Crystal Palace go into the big Premier League kick-off tomorrow with a London politician demanding that the club pays a fairer share towards the costs of policing matches at Selhurst Park.
Palace was the only London club in the top two divisions last season to make no payments whatever to the Metropolitan Police for maintaining public safety on match days.
The total cost of policing Palace home games in the 2017-2018 season, according to City Hall figures, was £350,087.66.
Other London clubs contributed hundreds of thousands of pounds each towards their match policing bills.
One Palace season ticket-holder is Kenley councillor Steve O’Connell, who is also the Tory London Assembly Member for Croydon and Sutton.
Coincidentally, O’Connell also happens to chair MOPAC, the City Hall committee which oversees the capital’s policing and Met’s budgets, and which has overseen swingeing budget cuts over the last eight years.
Andrew Dismore, a Labour Assembly Member, told Inside Croydon today, “Even if Palace’s costs are comparatively lower and, presumably, their fans better behaved, this just means that it is a smaller amount for the club to cover.
“Fundamentally, the cost is small scale when compared to Crystal Palace’s revenues and the amounts they spend on player transfers.”
According to figures from last season, that London’s tax-payers handed over a total of £5.24million for the policing of the capital’s football matches last season – enough to fund an extra 95 extra police officers in the capital.
While London’s football policing bill was 20 per cent less last season than 2016-2017, the football clubs covered only 7.7per cent of match day policing costs.
- In the Premier League last season, Tottenham had the highest policing costs at £1,201,382. Spurs paid a meagre £61,935 – 5per cent of the costs – back to the Met.
- Arsenal’s costs were £890,455. They reimbursed the Met Police with £123,877 (13.9per cent).
- Chelsea matches cost £936,252.84 to police, to which the club contributed £103,801.70 (11per cent).
- The other London Premier League club, West Ham, had policing costs of £583,703.10. They paid £106,311.10 (18per cent) to the police.
Even London clubs in the Championship made bigger contributions to the costs of maintaining law and order around their grounds than Palace did last term.
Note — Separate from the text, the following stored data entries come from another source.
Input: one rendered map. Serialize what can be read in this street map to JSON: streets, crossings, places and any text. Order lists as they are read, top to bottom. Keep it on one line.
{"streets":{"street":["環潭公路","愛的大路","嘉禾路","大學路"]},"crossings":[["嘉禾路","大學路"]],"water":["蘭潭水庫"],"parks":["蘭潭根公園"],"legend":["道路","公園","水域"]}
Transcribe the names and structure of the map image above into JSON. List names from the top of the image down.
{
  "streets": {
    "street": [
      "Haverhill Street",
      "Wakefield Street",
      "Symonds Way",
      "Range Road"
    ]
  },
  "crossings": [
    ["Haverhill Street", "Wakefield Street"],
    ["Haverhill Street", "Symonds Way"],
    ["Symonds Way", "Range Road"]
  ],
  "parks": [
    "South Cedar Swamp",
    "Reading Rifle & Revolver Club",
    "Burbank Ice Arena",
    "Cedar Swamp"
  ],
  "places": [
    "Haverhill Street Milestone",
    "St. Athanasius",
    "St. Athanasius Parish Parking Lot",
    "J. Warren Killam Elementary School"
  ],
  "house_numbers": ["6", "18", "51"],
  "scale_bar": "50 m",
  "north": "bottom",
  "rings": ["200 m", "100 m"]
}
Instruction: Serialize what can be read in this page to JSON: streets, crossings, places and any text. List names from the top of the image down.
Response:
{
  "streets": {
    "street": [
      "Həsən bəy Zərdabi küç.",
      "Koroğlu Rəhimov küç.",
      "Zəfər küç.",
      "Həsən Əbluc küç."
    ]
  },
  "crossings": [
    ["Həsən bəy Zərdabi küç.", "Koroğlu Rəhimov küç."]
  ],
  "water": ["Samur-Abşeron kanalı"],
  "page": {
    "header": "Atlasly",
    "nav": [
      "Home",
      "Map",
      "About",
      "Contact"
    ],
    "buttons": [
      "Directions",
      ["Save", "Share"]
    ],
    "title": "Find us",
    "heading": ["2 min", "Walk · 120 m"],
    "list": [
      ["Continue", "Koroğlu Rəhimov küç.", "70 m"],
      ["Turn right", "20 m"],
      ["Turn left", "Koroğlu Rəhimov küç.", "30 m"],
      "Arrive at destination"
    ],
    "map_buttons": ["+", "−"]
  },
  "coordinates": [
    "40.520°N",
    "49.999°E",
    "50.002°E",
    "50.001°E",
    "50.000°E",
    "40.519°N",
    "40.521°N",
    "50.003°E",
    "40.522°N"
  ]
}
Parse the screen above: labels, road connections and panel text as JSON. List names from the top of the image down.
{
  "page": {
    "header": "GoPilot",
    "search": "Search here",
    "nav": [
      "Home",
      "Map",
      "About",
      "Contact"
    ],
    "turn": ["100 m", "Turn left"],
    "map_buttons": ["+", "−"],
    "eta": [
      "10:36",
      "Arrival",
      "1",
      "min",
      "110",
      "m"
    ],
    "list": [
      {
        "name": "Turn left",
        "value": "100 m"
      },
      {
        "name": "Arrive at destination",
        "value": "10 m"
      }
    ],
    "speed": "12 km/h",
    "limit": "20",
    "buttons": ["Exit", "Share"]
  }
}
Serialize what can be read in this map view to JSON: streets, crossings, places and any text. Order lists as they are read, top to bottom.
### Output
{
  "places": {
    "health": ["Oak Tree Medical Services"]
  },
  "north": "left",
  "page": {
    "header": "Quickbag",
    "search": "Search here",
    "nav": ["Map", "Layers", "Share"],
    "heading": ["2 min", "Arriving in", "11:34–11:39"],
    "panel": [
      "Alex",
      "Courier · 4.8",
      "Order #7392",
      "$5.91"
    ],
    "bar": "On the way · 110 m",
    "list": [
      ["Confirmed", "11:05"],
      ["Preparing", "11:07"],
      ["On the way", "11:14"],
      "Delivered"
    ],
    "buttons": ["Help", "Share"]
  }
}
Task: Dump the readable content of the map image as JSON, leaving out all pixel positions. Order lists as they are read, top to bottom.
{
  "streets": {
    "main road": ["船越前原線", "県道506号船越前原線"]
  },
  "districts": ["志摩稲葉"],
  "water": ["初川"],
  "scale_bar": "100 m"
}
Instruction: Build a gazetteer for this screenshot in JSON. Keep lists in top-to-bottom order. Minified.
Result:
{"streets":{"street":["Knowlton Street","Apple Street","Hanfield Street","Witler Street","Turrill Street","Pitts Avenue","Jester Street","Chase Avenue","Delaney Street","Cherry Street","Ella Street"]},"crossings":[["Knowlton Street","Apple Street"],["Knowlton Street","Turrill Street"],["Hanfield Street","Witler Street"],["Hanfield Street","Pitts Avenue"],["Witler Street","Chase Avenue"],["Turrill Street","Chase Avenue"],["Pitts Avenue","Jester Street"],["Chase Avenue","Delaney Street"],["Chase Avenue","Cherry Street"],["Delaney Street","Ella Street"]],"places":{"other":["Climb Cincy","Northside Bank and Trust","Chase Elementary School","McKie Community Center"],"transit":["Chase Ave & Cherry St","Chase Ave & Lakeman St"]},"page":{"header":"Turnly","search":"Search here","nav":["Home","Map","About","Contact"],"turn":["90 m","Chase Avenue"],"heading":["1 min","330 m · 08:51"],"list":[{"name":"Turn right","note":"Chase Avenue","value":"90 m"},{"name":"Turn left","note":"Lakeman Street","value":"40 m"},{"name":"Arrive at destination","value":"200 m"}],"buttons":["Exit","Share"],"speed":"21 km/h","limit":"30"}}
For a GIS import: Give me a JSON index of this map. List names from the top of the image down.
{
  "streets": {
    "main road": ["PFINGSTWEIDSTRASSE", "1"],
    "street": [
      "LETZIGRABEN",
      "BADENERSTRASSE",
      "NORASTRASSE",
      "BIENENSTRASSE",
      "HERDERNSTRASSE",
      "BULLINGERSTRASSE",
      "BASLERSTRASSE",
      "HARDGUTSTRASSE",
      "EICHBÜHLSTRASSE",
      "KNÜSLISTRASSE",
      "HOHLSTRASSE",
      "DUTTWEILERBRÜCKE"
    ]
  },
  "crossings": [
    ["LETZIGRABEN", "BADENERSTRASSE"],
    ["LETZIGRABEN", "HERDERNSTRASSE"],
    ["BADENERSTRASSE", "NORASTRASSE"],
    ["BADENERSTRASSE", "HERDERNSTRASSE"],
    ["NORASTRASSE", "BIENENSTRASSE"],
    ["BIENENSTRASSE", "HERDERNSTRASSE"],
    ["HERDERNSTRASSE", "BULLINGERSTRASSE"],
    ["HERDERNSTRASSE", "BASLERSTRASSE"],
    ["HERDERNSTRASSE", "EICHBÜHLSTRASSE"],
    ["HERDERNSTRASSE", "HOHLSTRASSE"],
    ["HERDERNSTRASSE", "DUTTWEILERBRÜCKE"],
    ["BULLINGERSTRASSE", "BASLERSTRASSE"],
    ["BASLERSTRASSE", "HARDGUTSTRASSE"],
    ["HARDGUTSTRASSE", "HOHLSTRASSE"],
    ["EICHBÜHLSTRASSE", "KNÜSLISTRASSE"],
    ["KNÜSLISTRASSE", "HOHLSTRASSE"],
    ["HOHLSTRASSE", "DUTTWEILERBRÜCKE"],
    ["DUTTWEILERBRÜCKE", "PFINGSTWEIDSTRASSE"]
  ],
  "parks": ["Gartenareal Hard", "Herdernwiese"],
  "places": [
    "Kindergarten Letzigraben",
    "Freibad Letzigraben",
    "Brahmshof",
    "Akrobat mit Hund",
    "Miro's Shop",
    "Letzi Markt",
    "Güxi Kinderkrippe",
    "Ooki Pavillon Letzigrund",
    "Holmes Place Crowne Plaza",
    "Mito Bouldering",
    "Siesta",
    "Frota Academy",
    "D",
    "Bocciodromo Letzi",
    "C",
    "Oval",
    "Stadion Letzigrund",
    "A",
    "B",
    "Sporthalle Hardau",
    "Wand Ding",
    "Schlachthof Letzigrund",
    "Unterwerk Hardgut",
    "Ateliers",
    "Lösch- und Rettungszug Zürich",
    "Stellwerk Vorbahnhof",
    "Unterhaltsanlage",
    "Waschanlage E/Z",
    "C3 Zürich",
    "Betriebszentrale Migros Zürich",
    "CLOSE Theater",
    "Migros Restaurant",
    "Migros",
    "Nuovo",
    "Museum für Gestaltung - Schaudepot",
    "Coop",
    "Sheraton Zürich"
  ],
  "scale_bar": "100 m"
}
Fulham, who won promotion and are Palace’s opposition tomorrow at Craven Cottage, made payments of £4,695.56 – 1per cent of policing costs of £430,937.30 last season.
In the pre-season transfer window, which closed yesterday, Fulham spent more than £100million on shoring up their squad for the Premier League challenges ahead.
Palace avoid paying over any cash to the police by relying on their own stewards inside Selhurst Park. Legislation dictates that clubs are only charged for policing inside the stadium, or on land that they own.
In the past eight years, Tory austerity measures applied have seen £720million-worth of budget cuts imposed on the Metropolitan Police.
“Top-flight London football clubs make huge revenues, so it is scandalous that they are not lawfully obliged to dig a lot deeper to pay for the substantial costs of match day policing,” Dismore said today.
“With police numbers falling to their lowest in 20 years, the money that these clubs have withheld from the Met could be used to fund almost 100 desperately needed officers. However, consistent and widespread calls for urgent change have so far been met with indifference from the Home Office.
“If we are to crack down on violent crime comprehensively, it is clear that we all need to come together in our communities and play our part in supporting local police forces,” Dismore, the Assembly Member for Barnet and Camden.
“While there needs to be drastic change in the law on the issue of match day policing costs, football clubs have a moral obligation to their community to come forward and properly pay their way to ensure that vital Met funding is not unnecessarily diverted.”